══ GIVEN RECORDS
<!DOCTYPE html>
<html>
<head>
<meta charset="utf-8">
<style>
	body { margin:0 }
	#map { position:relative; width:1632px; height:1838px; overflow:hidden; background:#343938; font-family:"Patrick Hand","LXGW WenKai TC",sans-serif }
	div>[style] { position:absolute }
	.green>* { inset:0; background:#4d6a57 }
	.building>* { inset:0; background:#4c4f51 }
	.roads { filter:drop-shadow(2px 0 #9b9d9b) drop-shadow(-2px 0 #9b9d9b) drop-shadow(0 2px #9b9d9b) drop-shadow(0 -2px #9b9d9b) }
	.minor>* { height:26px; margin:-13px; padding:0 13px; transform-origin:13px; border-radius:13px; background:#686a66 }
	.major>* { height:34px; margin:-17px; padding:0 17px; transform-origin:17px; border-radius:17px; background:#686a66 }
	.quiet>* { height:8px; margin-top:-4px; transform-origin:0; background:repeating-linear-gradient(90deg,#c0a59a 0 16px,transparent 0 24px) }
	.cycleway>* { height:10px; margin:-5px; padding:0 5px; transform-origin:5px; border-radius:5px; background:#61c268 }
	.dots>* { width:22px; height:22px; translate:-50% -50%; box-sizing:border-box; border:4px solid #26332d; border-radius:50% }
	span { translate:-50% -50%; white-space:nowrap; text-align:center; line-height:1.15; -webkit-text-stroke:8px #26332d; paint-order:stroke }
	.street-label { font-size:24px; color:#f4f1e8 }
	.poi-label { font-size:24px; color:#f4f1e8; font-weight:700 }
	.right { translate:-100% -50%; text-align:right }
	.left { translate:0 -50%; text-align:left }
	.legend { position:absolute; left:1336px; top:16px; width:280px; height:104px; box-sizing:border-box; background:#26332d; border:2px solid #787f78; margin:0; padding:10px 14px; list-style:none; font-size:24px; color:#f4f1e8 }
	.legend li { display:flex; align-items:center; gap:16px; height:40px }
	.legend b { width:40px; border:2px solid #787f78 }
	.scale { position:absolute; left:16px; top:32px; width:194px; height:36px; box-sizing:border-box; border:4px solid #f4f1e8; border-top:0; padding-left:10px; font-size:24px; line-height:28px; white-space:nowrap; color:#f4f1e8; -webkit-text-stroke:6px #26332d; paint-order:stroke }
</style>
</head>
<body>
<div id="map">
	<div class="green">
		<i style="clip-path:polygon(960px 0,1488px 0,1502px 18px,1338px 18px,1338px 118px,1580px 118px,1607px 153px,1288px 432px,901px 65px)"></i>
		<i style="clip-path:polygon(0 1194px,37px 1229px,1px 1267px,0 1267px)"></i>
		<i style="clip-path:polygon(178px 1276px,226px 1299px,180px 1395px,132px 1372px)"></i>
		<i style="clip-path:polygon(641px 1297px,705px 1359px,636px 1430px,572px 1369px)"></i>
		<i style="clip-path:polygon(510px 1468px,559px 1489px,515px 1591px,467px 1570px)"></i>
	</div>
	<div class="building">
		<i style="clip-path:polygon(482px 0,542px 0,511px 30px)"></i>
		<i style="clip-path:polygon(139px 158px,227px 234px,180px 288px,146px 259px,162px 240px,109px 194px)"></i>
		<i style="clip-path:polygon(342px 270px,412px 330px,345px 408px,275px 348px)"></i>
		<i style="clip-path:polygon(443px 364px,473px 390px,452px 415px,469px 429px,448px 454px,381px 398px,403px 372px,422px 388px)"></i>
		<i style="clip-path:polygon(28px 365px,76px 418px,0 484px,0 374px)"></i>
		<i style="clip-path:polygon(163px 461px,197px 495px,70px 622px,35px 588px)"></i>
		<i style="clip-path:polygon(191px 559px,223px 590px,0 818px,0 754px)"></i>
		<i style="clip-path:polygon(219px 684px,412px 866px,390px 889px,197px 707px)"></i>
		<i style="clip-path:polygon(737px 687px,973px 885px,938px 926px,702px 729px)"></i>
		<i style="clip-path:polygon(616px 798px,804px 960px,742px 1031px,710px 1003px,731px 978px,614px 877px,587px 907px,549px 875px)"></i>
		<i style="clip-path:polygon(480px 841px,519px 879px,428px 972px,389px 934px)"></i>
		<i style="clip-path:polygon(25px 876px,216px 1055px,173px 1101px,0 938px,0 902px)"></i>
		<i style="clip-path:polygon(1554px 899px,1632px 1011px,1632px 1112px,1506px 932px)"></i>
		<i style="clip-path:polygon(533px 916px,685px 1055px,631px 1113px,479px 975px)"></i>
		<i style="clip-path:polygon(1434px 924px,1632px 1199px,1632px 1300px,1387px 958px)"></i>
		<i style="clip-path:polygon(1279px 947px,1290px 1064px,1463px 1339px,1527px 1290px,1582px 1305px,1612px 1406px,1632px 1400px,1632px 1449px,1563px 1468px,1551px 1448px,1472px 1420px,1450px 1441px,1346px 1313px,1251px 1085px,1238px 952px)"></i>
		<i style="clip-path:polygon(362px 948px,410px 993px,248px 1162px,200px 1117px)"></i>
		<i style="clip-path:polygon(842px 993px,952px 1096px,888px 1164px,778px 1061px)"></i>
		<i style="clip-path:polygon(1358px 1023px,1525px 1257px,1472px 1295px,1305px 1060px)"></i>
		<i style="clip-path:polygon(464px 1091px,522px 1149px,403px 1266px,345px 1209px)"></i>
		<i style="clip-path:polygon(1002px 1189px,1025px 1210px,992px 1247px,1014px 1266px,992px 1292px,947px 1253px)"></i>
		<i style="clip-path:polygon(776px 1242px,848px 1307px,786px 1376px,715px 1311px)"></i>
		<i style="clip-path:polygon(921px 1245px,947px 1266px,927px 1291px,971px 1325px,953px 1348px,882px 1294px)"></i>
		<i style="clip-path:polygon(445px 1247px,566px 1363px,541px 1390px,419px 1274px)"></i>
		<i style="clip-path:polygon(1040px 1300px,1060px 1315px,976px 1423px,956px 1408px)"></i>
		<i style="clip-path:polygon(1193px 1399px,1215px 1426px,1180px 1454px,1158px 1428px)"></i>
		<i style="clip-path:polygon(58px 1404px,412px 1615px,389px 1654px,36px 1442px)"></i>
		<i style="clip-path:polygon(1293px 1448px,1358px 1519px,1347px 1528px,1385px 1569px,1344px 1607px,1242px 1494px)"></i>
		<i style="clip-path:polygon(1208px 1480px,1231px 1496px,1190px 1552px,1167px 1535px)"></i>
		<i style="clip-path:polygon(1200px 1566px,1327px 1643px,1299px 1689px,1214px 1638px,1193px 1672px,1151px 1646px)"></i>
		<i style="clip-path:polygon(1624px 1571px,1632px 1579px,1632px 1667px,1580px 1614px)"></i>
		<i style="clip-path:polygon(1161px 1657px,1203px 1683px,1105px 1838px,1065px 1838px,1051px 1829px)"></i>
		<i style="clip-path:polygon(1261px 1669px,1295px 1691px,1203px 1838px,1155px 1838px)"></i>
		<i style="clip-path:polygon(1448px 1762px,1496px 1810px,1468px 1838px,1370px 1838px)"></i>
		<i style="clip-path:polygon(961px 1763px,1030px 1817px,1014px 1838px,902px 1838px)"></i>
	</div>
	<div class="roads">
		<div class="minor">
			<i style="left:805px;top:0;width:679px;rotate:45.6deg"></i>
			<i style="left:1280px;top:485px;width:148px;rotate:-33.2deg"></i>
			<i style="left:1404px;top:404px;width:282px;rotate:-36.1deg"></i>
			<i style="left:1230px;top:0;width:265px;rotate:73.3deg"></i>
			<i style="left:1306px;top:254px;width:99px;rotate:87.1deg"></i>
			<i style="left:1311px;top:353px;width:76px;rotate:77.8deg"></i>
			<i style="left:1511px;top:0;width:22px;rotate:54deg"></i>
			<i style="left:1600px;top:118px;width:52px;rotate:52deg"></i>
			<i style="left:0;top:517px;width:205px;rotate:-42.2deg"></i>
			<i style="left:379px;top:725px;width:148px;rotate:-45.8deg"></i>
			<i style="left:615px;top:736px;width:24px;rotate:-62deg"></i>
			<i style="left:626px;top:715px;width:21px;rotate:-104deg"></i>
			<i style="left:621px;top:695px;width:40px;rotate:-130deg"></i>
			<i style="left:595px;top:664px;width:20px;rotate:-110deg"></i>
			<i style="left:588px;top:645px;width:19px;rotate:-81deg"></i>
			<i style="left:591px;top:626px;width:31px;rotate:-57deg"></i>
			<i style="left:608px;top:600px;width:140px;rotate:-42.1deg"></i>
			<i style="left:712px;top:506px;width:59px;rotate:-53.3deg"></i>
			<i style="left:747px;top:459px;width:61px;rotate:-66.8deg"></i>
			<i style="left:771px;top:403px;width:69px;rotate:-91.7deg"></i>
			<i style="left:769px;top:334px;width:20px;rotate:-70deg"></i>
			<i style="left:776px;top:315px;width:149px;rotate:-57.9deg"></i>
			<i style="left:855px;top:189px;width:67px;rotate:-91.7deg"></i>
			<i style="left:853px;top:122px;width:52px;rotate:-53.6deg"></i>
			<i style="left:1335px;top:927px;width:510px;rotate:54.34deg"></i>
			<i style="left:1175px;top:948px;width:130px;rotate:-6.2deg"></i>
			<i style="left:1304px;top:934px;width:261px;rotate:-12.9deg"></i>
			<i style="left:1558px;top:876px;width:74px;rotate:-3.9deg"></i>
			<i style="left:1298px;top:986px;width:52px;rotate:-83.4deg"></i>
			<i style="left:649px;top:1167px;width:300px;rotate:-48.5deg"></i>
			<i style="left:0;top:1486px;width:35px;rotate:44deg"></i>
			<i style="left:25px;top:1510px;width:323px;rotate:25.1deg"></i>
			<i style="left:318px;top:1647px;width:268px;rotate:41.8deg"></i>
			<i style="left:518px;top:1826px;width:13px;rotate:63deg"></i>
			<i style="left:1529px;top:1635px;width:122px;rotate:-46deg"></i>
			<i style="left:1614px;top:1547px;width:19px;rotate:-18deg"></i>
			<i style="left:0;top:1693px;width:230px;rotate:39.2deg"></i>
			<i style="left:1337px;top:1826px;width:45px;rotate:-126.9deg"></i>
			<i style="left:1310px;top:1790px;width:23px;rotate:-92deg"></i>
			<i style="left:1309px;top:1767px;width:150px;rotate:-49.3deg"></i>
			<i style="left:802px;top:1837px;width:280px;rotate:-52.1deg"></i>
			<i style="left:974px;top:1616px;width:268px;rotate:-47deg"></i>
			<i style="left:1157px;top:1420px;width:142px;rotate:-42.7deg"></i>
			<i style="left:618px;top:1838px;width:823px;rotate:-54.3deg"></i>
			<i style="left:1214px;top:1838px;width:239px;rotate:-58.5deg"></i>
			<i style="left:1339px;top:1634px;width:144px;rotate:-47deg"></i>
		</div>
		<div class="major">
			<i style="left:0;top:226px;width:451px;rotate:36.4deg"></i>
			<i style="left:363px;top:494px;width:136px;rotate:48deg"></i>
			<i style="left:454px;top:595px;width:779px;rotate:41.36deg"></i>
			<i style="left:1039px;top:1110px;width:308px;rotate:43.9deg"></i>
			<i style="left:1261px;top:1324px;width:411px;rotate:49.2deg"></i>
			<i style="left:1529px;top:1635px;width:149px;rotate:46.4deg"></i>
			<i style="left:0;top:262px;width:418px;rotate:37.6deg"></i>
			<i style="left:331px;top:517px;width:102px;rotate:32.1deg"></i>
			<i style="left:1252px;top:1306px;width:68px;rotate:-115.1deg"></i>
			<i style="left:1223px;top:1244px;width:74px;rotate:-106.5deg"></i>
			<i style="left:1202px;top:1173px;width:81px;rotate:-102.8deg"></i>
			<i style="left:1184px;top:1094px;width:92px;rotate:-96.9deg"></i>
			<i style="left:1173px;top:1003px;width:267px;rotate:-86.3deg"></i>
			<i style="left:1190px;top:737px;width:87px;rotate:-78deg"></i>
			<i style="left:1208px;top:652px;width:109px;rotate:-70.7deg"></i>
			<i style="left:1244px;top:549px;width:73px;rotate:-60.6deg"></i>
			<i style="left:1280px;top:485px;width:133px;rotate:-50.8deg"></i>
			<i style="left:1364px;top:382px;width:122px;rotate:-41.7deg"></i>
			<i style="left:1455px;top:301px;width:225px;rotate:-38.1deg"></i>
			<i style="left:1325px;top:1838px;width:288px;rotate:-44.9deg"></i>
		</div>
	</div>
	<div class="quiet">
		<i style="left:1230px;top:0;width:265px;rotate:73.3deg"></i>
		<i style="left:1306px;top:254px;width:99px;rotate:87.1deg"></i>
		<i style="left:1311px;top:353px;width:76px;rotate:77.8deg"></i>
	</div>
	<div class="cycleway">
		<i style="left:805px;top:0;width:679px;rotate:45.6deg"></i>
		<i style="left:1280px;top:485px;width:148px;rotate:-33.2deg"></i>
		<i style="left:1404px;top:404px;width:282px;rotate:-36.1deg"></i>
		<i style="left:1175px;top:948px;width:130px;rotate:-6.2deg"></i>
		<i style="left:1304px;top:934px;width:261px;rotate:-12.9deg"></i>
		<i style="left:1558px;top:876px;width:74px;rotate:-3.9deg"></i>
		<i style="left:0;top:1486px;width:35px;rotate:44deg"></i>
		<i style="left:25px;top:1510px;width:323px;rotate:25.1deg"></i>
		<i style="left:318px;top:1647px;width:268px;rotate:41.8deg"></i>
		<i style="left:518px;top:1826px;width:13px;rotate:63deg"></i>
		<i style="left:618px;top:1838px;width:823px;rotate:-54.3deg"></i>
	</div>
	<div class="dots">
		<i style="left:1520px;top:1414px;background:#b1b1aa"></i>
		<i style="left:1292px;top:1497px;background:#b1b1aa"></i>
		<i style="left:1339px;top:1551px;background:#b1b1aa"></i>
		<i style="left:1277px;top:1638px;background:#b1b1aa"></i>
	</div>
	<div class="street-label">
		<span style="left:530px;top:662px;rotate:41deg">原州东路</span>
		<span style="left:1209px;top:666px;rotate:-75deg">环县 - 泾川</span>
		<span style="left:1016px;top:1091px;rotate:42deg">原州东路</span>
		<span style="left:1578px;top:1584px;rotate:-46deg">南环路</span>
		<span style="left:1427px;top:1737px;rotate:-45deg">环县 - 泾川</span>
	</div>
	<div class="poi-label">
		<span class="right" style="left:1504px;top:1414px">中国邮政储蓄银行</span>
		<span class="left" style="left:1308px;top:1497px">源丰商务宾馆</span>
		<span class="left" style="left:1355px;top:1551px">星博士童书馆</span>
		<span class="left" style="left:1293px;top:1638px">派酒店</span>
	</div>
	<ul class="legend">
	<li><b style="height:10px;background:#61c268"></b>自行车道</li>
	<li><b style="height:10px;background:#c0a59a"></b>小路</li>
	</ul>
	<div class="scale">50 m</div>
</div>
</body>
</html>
════
• [WHAT THE TASK REQUIRES]: If a line of the data above contains "center", copy it out.

• [ANSWER TO THIS PROBLEM]:
	span { translate:-50% -50%; white-space:nowrap; text-align:center; line-height:1.15; -webkit-text-stroke:8px #26332d; paint-order:stroke }
	.legend li { display:flex; align-items:center; gap:16px; height:40px }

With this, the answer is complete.